My first new ride of the day. One I have only heard about from lore, and sites like this. The last time I was at Kennywood, this was called the Steel Phantom, and come to think of it, it was probably the reason I forgot how brutal the Thunderbolt was, because that ride seemed like more of a form of torture, than a ride of amusement. It wasn't that I didn't like the Steel Phantom, I despised it.
So I'm happy to report that the while the Phantom is now extracting his revenge, he does it in a rather painless manner. This is a ride with a few surprises, ones I'm glad weren't spoiled for me, so I'm not going to spoil them for anyone else. The thing I liked most about this coaster is that it proves you can give an extremely intense ride, without resorting to 300 loops and corkscrews. In a lot of ways, I feel it's perfect for Kennywood, it's a very modern thrill ride, that has a very old old school method of dishing out the thrills. It's stanchly classic, while other rides of it's type are always looking for some new gimmick. My one gripe about it, is that it's terribly paced. The majority of the ride is spent climbing the first hill, the Blammo! Non-stop to the finish. No breathing spaces at all. Which, I know to some is a plus. But, I'm really a fan of the "give a little, let you cool off, give a little more, another cool down, then a big finish" school of coaster design. Anticipation is part of the fun.
Second new ride. I really knew nothing about this one, except it looked like a haunted house, and had a really long line. I gathered from talking to folks, it was an indoor coaster, but didn't really have any other info. So, allow me to inform those who like me, had no idea. It's an indoor wild mouse, with a spinning car. Also, allow me to inform you, it's freaking awesome. Easily, the best mouse I've ever had the privilege of waiting in line for. I know there's many of you that simply don't care for mouse coasters, and I'm not saying that this one will make you change your mind. But, I strongly recommend, you give it a shot. I wish I could give you specifics on the ride. But, to be honest, I haven't a clue. Because, at about the halfway point, this ride turns from a seemingly normal mouse, to absolute chaos. Lots of hills, lots of spinning. Lots of fun. I would got right back in line, if it wasn't for that 45 minute wait.
So there you have it. Not exactly "the roller coaster capital of the world" as their sign states. But, there's enough for a worthwhile trip, and a great day rediscovering my youth. I do have two big gripes about the park, however.
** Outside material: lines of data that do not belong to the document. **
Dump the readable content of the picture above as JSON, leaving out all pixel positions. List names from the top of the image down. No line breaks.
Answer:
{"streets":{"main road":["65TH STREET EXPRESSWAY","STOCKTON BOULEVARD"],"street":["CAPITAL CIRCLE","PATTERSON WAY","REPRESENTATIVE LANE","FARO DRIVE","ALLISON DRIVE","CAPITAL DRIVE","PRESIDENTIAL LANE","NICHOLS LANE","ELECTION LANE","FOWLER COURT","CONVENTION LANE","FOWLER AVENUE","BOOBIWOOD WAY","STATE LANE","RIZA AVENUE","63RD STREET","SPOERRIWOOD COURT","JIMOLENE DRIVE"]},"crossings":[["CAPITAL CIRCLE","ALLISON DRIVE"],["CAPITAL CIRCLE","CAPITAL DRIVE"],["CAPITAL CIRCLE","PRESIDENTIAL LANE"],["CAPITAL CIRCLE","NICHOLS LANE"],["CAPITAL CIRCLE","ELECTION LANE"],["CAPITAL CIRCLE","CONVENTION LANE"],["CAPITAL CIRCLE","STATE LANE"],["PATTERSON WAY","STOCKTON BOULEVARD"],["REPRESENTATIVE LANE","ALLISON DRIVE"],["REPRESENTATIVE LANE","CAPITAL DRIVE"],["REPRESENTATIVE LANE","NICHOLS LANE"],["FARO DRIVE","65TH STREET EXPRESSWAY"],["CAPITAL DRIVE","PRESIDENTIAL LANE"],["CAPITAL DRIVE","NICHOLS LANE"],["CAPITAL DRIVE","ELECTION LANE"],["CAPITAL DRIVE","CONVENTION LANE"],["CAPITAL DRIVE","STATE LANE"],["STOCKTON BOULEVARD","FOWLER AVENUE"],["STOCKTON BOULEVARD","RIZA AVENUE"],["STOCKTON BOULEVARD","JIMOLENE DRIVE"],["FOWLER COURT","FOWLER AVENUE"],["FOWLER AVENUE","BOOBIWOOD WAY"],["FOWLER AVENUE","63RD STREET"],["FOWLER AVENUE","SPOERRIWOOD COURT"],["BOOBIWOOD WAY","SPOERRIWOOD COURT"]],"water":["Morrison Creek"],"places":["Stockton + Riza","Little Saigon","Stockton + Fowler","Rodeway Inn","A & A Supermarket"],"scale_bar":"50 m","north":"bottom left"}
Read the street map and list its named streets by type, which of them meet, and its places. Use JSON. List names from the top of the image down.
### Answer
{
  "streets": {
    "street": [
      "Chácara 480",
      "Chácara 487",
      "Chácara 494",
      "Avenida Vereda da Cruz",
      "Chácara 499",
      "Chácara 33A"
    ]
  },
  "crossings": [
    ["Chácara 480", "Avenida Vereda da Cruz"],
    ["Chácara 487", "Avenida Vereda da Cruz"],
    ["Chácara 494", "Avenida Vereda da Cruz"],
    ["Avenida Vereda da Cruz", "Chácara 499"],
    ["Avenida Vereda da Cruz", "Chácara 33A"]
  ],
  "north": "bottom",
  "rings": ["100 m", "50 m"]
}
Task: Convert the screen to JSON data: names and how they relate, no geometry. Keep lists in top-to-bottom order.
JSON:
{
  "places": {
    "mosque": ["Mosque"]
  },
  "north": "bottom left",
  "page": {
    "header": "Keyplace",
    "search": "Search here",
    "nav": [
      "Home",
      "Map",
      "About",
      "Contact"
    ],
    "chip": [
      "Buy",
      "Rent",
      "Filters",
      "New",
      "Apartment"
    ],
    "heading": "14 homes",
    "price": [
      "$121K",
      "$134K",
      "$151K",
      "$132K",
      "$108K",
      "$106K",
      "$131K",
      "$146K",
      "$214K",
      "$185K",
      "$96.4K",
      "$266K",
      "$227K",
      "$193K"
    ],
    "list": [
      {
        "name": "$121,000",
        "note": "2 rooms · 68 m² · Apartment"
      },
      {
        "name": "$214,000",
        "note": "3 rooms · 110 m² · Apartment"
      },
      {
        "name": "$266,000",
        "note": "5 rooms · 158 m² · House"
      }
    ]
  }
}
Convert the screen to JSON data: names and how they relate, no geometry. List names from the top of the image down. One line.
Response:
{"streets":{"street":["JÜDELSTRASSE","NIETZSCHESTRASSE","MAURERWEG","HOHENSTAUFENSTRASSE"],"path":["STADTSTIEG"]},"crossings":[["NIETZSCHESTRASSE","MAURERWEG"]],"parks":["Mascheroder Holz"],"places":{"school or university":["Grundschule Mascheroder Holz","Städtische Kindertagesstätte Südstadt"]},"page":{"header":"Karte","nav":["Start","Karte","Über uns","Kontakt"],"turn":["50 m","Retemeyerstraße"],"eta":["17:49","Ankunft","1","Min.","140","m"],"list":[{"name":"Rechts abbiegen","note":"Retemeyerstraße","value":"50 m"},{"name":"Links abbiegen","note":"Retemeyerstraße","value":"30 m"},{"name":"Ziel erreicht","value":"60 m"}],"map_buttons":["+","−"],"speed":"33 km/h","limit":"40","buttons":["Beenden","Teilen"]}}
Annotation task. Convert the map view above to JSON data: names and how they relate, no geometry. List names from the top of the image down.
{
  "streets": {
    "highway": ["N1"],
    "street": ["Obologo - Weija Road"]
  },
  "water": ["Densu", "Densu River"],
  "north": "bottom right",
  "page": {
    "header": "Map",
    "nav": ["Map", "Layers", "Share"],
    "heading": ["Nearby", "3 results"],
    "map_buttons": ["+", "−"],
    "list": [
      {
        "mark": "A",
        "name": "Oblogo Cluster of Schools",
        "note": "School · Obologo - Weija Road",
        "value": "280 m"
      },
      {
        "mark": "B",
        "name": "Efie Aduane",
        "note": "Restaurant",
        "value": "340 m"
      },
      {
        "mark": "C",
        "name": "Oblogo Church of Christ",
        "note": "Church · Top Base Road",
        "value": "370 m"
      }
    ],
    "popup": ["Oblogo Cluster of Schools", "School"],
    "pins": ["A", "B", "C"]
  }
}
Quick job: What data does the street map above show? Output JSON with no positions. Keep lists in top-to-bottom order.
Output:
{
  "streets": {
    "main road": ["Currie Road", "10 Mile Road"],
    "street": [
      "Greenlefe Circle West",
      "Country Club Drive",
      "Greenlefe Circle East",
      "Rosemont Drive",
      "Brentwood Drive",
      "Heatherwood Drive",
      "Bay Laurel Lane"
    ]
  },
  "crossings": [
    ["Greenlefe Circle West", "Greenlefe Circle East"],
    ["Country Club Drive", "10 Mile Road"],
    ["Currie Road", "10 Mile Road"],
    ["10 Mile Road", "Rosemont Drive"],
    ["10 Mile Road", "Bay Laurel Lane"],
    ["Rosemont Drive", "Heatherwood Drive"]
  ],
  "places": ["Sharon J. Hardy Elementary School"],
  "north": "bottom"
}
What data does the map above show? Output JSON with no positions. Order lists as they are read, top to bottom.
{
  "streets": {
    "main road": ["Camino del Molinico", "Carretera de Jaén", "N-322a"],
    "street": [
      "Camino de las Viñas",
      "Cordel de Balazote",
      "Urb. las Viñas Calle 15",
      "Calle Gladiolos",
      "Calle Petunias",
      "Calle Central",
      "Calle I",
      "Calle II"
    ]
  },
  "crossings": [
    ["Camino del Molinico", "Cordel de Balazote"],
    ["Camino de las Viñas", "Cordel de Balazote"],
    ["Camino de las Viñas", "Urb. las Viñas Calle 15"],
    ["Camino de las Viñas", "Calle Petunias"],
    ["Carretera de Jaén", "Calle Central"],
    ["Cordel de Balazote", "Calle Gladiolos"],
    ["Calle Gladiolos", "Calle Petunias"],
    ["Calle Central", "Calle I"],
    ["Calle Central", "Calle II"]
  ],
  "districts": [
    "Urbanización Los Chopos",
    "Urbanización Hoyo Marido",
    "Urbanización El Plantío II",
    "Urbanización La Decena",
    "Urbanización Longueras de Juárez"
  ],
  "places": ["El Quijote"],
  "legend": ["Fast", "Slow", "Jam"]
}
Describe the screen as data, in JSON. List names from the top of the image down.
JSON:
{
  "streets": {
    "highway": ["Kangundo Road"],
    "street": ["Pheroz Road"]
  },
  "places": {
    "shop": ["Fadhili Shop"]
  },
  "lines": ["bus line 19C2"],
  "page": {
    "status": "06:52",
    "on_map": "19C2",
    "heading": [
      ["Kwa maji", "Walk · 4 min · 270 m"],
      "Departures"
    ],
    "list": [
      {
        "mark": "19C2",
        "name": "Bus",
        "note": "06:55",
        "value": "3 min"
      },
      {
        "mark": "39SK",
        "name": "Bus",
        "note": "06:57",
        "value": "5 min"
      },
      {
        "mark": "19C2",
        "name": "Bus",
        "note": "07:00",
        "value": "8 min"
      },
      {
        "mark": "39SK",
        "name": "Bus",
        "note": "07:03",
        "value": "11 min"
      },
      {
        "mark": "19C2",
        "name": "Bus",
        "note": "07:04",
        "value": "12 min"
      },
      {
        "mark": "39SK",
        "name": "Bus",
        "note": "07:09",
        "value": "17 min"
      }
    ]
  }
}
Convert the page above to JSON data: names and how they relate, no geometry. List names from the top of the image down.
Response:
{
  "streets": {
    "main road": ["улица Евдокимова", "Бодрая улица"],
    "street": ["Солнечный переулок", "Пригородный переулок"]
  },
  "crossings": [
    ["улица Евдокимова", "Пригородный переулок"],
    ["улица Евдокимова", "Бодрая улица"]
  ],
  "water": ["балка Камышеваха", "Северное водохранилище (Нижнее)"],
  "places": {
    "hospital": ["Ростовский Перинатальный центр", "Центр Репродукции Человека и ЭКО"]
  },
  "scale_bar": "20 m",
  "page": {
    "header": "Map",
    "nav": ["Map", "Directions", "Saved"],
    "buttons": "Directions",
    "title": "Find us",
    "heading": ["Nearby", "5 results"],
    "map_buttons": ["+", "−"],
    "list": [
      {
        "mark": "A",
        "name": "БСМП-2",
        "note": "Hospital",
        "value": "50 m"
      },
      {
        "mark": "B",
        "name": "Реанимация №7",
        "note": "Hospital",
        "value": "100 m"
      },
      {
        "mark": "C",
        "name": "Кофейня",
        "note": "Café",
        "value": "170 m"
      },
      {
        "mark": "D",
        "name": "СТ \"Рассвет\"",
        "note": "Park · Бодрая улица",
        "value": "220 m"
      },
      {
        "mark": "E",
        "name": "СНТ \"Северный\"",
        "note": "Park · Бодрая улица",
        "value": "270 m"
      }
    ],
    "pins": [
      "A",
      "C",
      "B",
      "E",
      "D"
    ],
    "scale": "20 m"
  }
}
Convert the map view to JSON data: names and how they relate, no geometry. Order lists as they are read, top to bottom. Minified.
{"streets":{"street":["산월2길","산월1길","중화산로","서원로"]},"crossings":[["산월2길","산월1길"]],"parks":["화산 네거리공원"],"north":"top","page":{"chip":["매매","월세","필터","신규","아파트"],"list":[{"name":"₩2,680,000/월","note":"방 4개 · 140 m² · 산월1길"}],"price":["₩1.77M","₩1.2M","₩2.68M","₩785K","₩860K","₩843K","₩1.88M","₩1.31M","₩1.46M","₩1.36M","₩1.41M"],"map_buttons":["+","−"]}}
I'm sorry, $29 is steep. Most parks the size of Kennywood, charge much less. I know it's half price after 6, but if the lines were anything like they were for me, you're probably only going to get on about half the rides, before the park closes.
Gripe #2, I'm not a junior high school teacher for a reason. Therefore I have no desire to constantly yell at rugrats for cutting line. And yet, every line I waited in, this happened multiple times, not only to me, but everyone else, too. In the Jack Rabbit line, a guy a bit ahead of me, had a group of kids basically push him out of the way, and cut. When the guy yelled at them, one of the kids cocked his fist back like he was going to hit him! C'mon... I know line cutting happens in every park, buy not multiple times in each and every line I wait in. I'm not saying they should turn the park into a police state, but they shouldn't let it be over run by obnoxious brats, either.
But, with that fiscal burden, and reoccurring annoyance, aside. The return to Kennywood was a happy return.
Not sure if your aware, but it was completly redesigned in 1996, while they kept some of the neatest elements, new tricks were added, and a totally new ending. You really should have given it a try, you would have been surprised.
I think Kennywood is overpriced because the locals usually like to go a few times a year, but that is pretty tough when it costs so much for the family to go. Other parks offer a season pass, which usually pays for itself after a few visits. The whole season passes at Kennywood argument is whole different topic, and I'd rather not get into it right now, ha.
*** Edited 8/28/2004 3:21:38 AM UTC by acewepeel***
Come to think of it, I did notice it had a line, which I thought was strange, since you used to be able to walk straight through.
That was one of the last old school funhouses in the country. I hope the changes were improvements.
Strangely, despite substituting kiddie land with Lost Kennywood, I was more surprised how the park hadn't changed. Other than minor tweaks, here and there. The Enterprise was now the Volcano, and even though it's the same ride, I thought the Enterprise was a much cooler name. I was a little bummed to see the Monongahela Monster gone. I remember really liking that ride as a kid. And to be honest, I can't remember what that Aero 360 ride used to be (Round-Up?)
But, the meat and potatoes were intact. Right down to the shooting gallery under the Racer. I was really happy to see them sticking to their roots, rather that mucking it all up in attempts to modernize.
And, about the price. I'm not saying it's the biggest rip on the planet. It's just that I've been to much bigger parks, for the same price, if not $5 less. Ultimately, it's my fault. I should have done a little homework, and found a discount.
The "new" Noah's Ark is pretty good. It would be better if the elevator was working but stuff like that happens. I do, however, miss 'Jaws' and the foamy whale entrance of the old ark.
Same here...Jaws and the foamy whale entrance are the two things I miss the most about the old ark. Also the bridge with the hippos over it. That was neat from what I remember. I honestly dont see why they couldnt have kept the foamy whale entrance...its not like they replaced it with anything...simply gone. When I was there in late June, the Elevator was working fine, Im not sure when you were there. Maybe its broken down since then? Thats a shame if it is, because its an integreal part of the ride IMO.
Round Up was were Aero 360 is now. It was also the location of the park's first Swing Around and Wonder Wheel.